◆ Directions for this task:
In your answer, every line of the records should be written out exactly.
### Information given
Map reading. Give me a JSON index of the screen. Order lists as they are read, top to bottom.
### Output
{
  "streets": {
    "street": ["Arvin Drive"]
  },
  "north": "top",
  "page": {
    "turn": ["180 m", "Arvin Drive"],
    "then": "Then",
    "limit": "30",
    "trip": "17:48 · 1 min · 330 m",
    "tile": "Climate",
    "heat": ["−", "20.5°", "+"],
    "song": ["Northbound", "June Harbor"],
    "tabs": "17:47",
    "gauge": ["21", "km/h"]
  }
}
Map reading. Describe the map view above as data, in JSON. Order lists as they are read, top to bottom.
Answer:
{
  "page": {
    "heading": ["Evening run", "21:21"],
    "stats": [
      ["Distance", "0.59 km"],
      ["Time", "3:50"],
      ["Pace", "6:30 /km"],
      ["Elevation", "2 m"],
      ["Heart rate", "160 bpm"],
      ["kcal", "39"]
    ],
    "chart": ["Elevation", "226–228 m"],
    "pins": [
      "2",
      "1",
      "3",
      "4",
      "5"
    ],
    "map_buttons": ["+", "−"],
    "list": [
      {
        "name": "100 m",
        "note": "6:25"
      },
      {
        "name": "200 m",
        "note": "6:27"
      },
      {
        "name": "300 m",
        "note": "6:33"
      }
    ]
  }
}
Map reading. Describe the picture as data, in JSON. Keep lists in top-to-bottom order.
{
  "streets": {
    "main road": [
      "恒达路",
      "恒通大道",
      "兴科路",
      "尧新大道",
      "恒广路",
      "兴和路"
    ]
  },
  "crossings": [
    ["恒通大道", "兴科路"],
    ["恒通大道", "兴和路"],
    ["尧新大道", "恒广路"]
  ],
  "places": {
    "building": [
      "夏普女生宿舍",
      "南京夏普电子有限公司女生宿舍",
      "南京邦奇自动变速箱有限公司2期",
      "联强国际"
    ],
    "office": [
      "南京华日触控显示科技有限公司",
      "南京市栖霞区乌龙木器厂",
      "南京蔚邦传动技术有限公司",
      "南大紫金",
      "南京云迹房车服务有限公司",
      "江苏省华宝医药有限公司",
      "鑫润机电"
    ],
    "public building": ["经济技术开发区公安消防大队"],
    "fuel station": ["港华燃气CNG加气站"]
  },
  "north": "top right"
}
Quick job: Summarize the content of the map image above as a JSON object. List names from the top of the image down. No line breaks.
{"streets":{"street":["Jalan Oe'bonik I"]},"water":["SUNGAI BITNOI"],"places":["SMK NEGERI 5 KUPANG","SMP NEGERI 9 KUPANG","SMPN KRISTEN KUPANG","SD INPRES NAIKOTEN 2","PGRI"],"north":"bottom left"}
######
◆ Written solution:
Map reading. Give me a JSON index of the screen. Order lists as they are read, top to bottom.
### Output
{
  "streets": {
    "street": ["Arvin Drive"]
  },
  "north": "top",
  "page": {
    "turn": ["180 m", "Arvin Drive"],
    "then": "Then",
    "limit": "30",
    "trip": "17:48 · 1 min · 330 m",
    "tile": "Climate",
    "heat": ["−", "20.5°", "+"],
    "song": ["Northbound", "June Harbor"],
    "tabs": "17:47",
    "gauge": ["21", "km/h"]
  }
}
Map reading. Describe the map view above as data, in JSON. Order lists as they are read, top to bottom.
Answer:
{
  "page": {
    "heading": ["Evening run", "21:21"],
    "stats": [
      ["Distance", "0.59 km"],
      ["Time", "3:50"],
      ["Pace", "6:30 /km"],
      ["Elevation", "2 m"],
      ["Heart rate", "160 bpm"],
      ["kcal", "39"]
    ],
    "chart": ["Elevation", "226–228 m"],
    "pins": [
      "2",
      "1",
      "3",
      "4",
      "5"
    ],
    "map_buttons": ["+", "−"],
    "list": [
      {
        "name": "100 m",
        "note": "6:25"
      },
      {
        "name": "200 m",
        "note": "6:27"
      },
      {
        "name": "300 m",
        "note": "6:33"
      }
    ]
  }
}
Map reading. Describe the picture as data, in JSON. Keep lists in top-to-bottom order.
{
  "streets": {
    "main road": [
      "恒达路",
      "恒通大道",
      "兴科路",
      "尧新大道",
      "恒广路",
      "兴和路"
    ]
  },
  "crossings": [
    ["恒通大道", "兴科路"],
    ["恒通大道", "兴和路"],
    ["尧新大道", "恒广路"]
  ],
  "places": {
    "building": [
      "夏普女生宿舍",
      "南京夏普电子有限公司女生宿舍",
      "南京邦奇自动变速箱有限公司2期",
      "联强国际"
    ],
    "office": [
      "南京华日触控显示科技有限公司",
      "南京市栖霞区乌龙木器厂",
      "南京蔚邦传动技术有限公司",
      "南大紫金",
      "南京云迹房车服务有限公司",
      "江苏省华宝医药有限公司",
      "鑫润机电"
    ],
    "public building": ["经济技术开发区公安消防大队"],
    "fuel station": ["港华燃气CNG加气站"]
  },
  "north": "top right"
}
Quick job: Summarize the content of the map image above as a JSON object. List names from the top of the image down. No line breaks.
{"streets":{"street":["Jalan Oe'bonik I"]},"water":["SUNGAI BITNOI"],"places":["SMK NEGERI 5 KUPANG","SMP NEGERI 9 KUPANG","SMPN KRISTEN KUPANG","SD INPRES NAIKOTEN 2","PGRI"],"north":"bottom left"}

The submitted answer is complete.